Note 30: Subsidiaries
The Reject Shop Limited has a 100% owned operating subsidiary based in Hong Kong, TRS Sourcing Co. 
Limited. This subsidiary provided procurement services for TRS Limited and charged a fee for those 
services.

Fees paid to TRS Sourcing Co. Limited

Parent Entity

2021

$’000

-

2020

$’000

1,717

The Reject Shop Limited has a 100% owned non-operating subsidiary, TRS Trading Group Pty Ltd, 
incorporated in Australia. There were no transactions between the parent entity and its subsidiary during 
the period (FY2020: Nil).

In addition, The Reject Shop Limited has effective control over The Reject Shop Limited Employee Share 
Trust, which administers shares issued through the Group’s Performance Rights Plan. This entity is also 
consolidated.

Note 31: Matters Subsequent to the End of the Financial Period 
In August 2021, the Group agreed to extend its existing banking facilities with ANZ Bank from 31 August 
2021 to 28 August 2022. See Note 12 for further information.

No other matters or circumstances have arisen since the end of the financial period which have 
significantly affected or may significantly affect the operations of the Group, the results of those 
operations, or the state of affairs of the Group in future financial periods.

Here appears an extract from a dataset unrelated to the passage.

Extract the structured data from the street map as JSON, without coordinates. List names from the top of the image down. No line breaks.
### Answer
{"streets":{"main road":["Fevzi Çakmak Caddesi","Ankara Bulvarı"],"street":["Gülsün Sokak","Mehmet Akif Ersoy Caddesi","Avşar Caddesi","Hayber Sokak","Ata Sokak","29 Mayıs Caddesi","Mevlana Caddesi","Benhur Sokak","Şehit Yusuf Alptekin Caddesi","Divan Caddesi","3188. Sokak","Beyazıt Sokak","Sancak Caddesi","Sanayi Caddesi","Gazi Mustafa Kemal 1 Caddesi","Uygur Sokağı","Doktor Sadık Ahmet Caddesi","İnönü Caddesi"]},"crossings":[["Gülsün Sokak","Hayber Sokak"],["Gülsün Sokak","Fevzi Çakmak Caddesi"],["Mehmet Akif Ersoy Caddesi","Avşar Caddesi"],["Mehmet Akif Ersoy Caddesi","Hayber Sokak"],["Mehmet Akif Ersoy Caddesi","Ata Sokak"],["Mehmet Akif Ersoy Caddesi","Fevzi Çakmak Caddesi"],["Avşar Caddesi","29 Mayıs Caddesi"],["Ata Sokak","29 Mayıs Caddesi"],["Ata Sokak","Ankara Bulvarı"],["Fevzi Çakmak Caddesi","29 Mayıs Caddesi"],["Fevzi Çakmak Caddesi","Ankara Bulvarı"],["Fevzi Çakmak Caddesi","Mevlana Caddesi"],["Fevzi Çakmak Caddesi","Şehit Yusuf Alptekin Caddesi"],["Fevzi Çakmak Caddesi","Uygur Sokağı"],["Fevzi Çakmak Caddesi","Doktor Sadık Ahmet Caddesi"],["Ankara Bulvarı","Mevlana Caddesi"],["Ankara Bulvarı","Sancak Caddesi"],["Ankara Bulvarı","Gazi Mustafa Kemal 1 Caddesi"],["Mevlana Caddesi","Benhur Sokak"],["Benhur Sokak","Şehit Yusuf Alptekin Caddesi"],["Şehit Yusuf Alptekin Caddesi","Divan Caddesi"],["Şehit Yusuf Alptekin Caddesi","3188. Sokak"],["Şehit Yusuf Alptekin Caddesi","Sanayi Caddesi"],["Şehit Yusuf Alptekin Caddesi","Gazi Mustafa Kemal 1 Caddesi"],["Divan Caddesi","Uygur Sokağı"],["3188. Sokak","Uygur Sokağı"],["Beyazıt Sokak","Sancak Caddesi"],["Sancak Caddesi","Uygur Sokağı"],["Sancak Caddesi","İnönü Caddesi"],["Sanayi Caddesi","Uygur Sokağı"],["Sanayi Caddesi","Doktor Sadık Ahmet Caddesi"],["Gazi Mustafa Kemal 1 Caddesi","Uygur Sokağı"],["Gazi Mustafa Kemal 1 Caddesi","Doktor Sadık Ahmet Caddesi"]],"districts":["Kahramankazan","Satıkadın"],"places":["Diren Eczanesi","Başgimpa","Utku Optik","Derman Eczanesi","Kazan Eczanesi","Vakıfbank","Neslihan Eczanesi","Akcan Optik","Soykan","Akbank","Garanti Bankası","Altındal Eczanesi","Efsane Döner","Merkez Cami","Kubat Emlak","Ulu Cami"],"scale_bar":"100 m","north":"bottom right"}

Note 32: Related Party Transactions
During the period, the Group transacted with related parties of Kin Group Pty Ltd to purchase goods. 
Transactions totalled $861,197 (FY2020 : $9,415). All transactions were on commercial terms and on an 
arms-length basis. There were no other related party transactions, other than those with key management 
personnel in the normal course of business, during the period ended 27 June 2021.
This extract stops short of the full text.